> [PROBLEM DESCRIPTION] Every line that contains "arrive" must be located and copied from the data.

[[ AVAILABLE DATA, beginning ]]

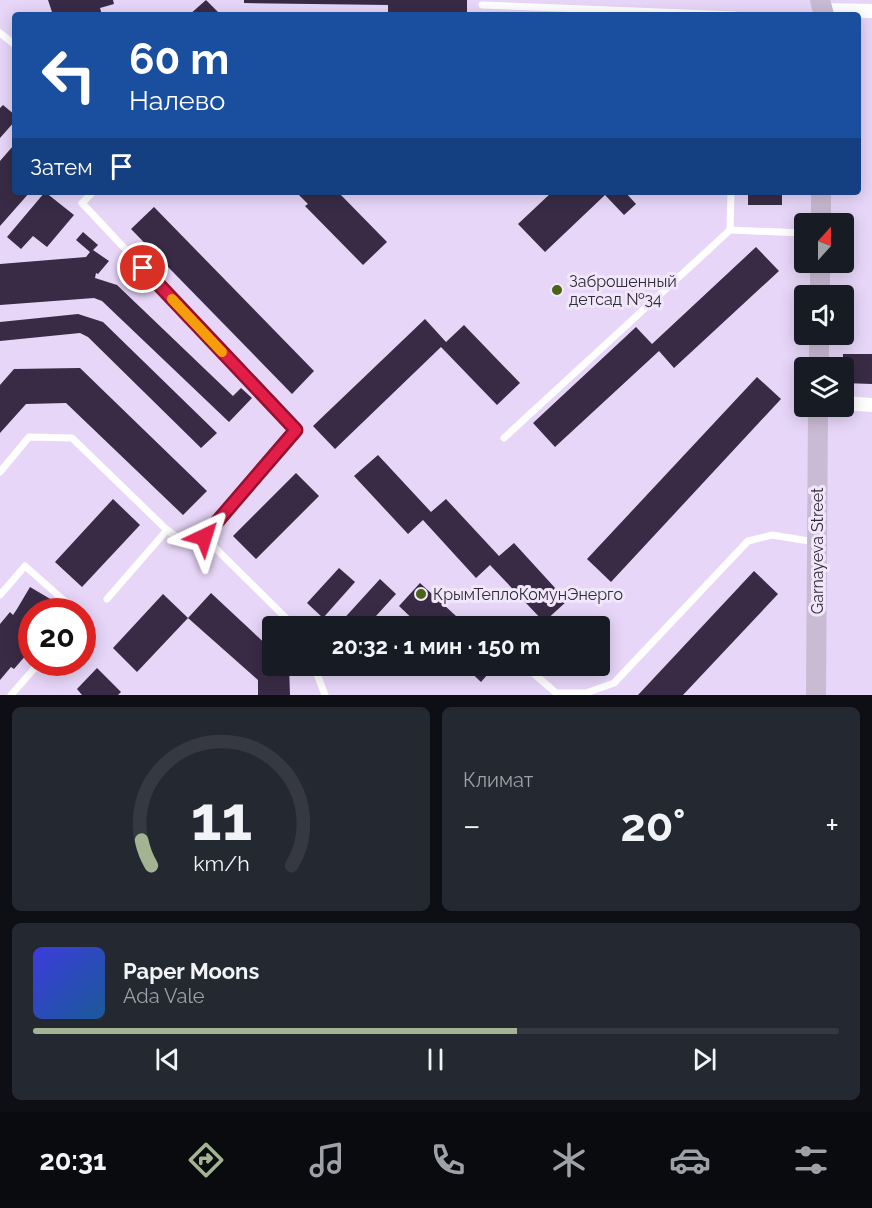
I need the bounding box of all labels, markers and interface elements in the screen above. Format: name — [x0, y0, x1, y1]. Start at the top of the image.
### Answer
text: 60 m — [129, 35, 229, 84]
icon: left — [30, 36, 108, 114]
text: Налево — [129, 85, 225, 116]
icon: arrive — [105, 150, 138, 183]
text: Затем — [30, 154, 93, 180]
north arrow — [794, 213, 854, 273]
map controls — [794, 213, 854, 417]
pin — [117, 242, 168, 293]
icon: arrive — [126, 251, 159, 284]
place label: Заброшенный детсад №34 — [569, 272, 677, 309]
marker: Заброшенный детсад №34 — [550, 283, 564, 297]
button: sound — [794, 285, 854, 345]
button: layers — [794, 357, 854, 417]
street label: Garnayeva Street — [808, 487, 827, 614]
position arrow — [172, 505, 236, 569]
place label: КрымТеплоКомунЭнерго — [433, 585, 623, 604]
marker: КрымТеплоКомунЭнерго — [414, 587, 428, 601]
speed limit sign: 20 — [18, 598, 96, 676]
text: 20:32 · 1 мин · 150 m — [332, 633, 540, 659]
text: Климат — [463, 768, 533, 792]
text: 11 — [190, 781, 252, 855]
text: 20° — [620, 799, 686, 852]
text: − — [463, 806, 481, 845]
text: + — [825, 806, 839, 845]
text: km/h — [193, 851, 249, 876]
text: Paper Moons — [123, 958, 259, 984]
text: Ada Vale — [123, 984, 205, 1008]
icon: previous — [151, 1043, 184, 1076]
icon: pause — [419, 1043, 452, 1076]
icon: next — [688, 1043, 721, 1076]
icon: directions — [185, 1139, 227, 1181]
icon: music — [306, 1139, 348, 1181]
icon: phone — [427, 1139, 469, 1181]
icon: climate — [548, 1139, 590, 1181]
icon: car — [669, 1139, 711, 1181]
icon: filters — [790, 1139, 832, 1181]
text: 20:31 — [40, 1145, 106, 1176]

[[ AVAILABLE DATA, end ]]

> [RESPONSE BELOW]
icon: arrive — [105, 150, 138, 183]
icon: arrive — [126, 251, 159, 284]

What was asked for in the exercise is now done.